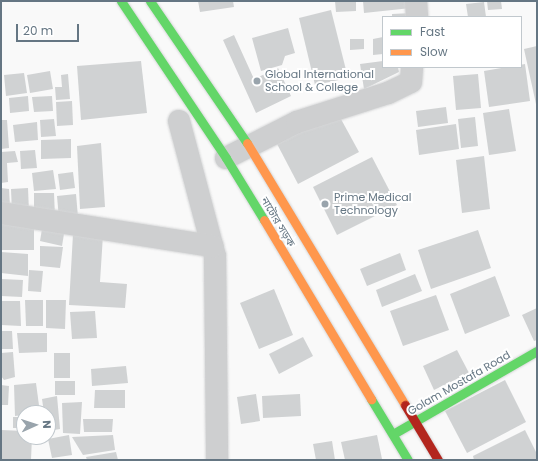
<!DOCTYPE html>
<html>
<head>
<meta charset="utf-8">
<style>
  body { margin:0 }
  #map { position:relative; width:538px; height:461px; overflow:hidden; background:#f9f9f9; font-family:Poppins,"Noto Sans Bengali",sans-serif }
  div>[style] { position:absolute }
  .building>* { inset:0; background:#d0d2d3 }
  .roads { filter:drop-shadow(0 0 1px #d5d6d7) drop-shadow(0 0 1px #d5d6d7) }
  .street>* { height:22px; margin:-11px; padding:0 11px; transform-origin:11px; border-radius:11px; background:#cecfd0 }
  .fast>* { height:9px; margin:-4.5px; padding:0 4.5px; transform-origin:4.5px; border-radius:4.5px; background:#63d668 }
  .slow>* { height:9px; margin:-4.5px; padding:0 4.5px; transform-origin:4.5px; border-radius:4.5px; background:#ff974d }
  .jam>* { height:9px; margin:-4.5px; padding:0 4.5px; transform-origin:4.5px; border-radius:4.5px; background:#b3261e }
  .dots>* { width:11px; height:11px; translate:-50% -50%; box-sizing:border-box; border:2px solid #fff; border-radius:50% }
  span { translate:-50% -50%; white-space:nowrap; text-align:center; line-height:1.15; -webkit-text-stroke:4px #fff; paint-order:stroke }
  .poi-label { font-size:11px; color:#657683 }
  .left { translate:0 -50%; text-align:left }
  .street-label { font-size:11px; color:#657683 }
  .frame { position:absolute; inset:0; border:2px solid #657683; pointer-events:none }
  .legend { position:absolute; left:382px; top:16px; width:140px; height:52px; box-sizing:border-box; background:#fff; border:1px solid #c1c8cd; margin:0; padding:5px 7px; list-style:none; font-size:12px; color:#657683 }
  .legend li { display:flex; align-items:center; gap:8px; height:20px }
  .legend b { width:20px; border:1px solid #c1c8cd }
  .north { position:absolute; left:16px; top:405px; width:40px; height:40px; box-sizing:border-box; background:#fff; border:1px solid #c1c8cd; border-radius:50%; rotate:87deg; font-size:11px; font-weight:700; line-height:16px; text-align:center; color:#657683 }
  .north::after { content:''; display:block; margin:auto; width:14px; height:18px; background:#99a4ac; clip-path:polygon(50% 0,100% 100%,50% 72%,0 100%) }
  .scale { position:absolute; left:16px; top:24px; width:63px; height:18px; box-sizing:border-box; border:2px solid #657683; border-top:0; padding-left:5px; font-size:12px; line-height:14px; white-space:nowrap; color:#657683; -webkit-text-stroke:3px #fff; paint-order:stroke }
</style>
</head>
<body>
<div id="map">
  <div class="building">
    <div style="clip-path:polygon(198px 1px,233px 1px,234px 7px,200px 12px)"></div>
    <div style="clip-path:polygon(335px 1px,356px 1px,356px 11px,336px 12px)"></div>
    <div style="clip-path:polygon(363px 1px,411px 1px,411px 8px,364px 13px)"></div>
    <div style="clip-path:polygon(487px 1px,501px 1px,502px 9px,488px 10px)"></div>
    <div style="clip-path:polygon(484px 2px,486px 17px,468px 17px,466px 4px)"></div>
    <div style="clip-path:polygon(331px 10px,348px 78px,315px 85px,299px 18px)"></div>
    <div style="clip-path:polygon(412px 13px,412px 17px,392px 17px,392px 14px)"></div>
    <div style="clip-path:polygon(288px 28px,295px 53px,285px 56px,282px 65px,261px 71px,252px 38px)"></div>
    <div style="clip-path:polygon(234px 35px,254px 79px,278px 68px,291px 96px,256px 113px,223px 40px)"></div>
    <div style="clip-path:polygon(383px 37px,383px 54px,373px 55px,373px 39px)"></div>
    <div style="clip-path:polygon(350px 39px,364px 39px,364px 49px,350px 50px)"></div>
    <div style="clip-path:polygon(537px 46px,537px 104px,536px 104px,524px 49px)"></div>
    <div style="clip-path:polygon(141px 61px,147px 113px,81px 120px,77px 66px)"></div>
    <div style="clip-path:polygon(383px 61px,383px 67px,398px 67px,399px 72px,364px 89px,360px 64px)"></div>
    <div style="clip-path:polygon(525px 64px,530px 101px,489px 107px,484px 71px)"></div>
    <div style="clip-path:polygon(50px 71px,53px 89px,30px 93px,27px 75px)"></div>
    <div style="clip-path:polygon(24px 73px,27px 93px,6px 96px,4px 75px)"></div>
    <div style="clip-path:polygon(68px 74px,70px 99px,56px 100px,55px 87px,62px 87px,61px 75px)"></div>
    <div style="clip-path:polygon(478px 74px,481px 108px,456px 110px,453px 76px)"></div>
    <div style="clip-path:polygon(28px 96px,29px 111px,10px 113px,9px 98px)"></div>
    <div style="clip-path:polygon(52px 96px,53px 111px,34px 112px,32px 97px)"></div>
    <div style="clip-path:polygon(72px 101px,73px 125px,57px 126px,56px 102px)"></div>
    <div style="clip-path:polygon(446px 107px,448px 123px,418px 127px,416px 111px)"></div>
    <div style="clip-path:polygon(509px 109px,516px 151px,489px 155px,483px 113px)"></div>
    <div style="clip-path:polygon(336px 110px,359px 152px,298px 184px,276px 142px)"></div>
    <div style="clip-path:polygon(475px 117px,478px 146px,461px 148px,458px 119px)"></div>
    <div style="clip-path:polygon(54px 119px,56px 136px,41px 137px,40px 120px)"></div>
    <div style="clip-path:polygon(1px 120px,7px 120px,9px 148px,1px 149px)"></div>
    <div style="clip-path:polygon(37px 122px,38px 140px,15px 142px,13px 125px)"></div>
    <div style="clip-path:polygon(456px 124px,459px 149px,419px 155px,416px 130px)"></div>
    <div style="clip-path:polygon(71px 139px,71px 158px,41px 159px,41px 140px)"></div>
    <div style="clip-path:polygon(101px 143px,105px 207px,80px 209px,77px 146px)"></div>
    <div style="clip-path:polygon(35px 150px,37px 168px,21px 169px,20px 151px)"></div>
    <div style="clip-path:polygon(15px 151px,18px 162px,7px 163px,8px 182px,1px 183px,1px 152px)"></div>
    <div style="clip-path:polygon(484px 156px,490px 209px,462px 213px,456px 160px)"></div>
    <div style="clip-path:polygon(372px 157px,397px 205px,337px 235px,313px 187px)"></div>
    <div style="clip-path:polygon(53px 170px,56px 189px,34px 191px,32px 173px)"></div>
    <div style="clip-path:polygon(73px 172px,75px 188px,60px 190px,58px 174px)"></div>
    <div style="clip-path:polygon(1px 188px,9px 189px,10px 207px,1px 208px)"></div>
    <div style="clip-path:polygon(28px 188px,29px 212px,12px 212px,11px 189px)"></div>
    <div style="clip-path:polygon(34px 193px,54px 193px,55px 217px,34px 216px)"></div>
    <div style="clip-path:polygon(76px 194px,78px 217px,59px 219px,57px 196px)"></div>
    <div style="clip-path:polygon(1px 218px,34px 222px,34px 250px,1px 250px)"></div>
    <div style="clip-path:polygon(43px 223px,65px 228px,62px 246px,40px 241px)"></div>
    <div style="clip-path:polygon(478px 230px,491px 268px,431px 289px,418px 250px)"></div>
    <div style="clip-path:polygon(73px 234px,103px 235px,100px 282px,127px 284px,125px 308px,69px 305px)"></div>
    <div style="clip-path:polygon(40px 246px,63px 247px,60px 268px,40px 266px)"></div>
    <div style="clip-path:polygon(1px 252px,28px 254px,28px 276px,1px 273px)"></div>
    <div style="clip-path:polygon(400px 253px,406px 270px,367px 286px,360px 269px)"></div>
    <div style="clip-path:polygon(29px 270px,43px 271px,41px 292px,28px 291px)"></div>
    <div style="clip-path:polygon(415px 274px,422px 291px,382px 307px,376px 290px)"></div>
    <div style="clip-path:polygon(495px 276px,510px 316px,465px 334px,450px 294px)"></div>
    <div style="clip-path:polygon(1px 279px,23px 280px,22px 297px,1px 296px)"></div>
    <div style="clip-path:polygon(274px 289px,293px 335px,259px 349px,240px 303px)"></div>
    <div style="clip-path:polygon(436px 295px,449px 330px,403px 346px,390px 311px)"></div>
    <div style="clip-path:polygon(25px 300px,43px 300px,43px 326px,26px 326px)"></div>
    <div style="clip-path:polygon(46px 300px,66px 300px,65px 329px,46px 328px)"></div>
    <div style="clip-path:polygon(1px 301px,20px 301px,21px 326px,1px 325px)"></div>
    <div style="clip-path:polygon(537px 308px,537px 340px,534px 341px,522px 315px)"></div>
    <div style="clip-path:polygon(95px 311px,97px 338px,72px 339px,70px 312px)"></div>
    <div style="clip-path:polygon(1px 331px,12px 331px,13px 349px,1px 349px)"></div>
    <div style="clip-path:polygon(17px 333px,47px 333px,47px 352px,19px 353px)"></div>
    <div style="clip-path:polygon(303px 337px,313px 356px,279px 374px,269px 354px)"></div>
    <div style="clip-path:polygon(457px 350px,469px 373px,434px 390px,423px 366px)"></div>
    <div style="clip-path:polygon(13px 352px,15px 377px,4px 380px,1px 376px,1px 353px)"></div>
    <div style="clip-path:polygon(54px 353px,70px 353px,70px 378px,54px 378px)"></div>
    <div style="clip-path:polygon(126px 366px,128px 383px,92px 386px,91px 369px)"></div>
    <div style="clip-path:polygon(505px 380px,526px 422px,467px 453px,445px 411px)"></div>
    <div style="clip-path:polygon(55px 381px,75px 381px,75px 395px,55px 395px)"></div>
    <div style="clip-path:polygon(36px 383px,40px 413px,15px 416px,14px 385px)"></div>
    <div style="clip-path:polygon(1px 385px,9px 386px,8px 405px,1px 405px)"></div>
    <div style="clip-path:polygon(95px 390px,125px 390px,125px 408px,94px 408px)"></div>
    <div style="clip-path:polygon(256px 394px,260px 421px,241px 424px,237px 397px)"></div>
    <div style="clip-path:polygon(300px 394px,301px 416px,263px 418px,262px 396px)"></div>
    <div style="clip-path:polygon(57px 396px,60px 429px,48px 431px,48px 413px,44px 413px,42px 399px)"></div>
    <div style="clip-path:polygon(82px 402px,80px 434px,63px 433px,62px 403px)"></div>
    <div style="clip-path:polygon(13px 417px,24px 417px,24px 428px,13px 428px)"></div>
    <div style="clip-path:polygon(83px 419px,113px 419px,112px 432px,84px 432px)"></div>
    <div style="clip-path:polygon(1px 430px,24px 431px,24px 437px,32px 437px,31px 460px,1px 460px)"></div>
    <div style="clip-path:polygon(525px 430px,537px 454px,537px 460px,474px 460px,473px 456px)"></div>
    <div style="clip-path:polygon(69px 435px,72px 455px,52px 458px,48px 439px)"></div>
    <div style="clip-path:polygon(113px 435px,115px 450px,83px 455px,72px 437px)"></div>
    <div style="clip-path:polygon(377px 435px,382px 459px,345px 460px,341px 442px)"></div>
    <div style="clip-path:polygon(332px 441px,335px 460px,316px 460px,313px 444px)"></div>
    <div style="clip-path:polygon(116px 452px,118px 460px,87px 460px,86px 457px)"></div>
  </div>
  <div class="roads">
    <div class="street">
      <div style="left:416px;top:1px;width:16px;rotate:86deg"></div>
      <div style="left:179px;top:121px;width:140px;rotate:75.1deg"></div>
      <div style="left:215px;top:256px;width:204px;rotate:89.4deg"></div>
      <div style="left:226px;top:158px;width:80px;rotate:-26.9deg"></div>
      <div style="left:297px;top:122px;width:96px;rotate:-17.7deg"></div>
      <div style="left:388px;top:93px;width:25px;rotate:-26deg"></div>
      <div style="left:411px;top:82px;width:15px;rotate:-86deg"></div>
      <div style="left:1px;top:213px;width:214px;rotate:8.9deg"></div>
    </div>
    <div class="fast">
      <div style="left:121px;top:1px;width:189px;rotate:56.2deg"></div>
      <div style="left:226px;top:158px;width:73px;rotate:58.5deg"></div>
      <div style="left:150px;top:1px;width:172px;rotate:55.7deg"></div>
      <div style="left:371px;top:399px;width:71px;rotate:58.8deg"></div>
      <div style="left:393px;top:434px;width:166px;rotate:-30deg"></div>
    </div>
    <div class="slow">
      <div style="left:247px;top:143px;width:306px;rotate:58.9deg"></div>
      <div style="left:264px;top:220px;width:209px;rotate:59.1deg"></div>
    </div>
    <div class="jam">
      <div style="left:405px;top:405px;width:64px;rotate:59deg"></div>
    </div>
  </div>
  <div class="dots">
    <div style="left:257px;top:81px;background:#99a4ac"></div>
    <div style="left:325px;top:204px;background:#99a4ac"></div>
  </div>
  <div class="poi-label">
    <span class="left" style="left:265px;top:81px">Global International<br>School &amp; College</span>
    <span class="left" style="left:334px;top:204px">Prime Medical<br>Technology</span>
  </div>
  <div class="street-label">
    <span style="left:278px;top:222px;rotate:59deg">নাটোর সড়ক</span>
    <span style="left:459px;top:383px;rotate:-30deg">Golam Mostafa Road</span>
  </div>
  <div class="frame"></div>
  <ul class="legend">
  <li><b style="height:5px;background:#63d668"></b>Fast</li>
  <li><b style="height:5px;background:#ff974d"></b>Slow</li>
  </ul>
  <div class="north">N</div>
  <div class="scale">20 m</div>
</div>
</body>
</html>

- _WHAT YOU SHOULD DO_:
Where the line holding "position:relative; width:538px; height:461px;" appears in the listing above, start reproducing exactly, and end with the line holding "position:absolute; left:16px; top:405px;".

- _RESULT FOR THIS TASK_:
  #map { position:relative; width:538px; height:461px; overflow:hidden; background:#f9f9f9; font-family:Poppins,"Noto Sans Bengali",sans-serif }
  div>[style] { position:absolute }
  .building>* { inset:0; background:#d0d2d3 }
  .roads { filter:drop-shadow(0 0 1px #d5d6d7) drop-shadow(0 0 1px #d5d6d7) }
  .street>* { height:22px; margin:-11px; padding:0 11px; transform-origin:11px; border-radius:11px; background:#cecfd0 }
  .fast>* { height:9px; margin:-4.5px; padding:0 4.5px; transform-origin:4.5px; border-radius:4.5px; background:#63d668 }
  .slow>* { height:9px; margin:-4.5px; padding:0 4.5px; transform-origin:4.5px; border-radius:4.5px; background:#ff974d }
  .jam>* { height:9px; margin:-4.5px; padding:0 4.5px; transform-origin:4.5px; border-radius:4.5px; background:#b3261e }
  .dots>* { width:11px; height:11px; translate:-50% -50%; box-sizing:border-box; border:2px solid #fff; border-radius:50% }
  span { translate:-50% -50%; white-space:nowrap; text-align:center; line-height:1.15; -webkit-text-stroke:4px #fff; paint-order:stroke }
  .poi-label { font-size:11px; color:#657683 }
  .left { translate:0 -50%; text-align:left }
  .street-label { font-size:11px; color:#657683 }
  .frame { position:absolute; inset:0; border:2px solid #657683; pointer-events:none }
  .legend { position:absolute; left:382px; top:16px; width:140px; height:52px; box-sizing:border-box; background:#fff; border:1px solid #c1c8cd; margin:0; padding:5px 7px; list-style:none; font-size:12px; color:#657683 }
  .legend li { display:flex; align-items:center; gap:8px; height:20px }
  .legend b { width:20px; border:1px solid #c1c8cd }
  .north { position:absolute; left:16px; top:405px; width:40px; height:40px; box-sizing:border-box; background:#fff; border:1px solid #c1c8cd; border-radius:50%; rotate:87deg; font-size:11px; font-weight:700; line-height:16px; text-align:center; color:#657683 }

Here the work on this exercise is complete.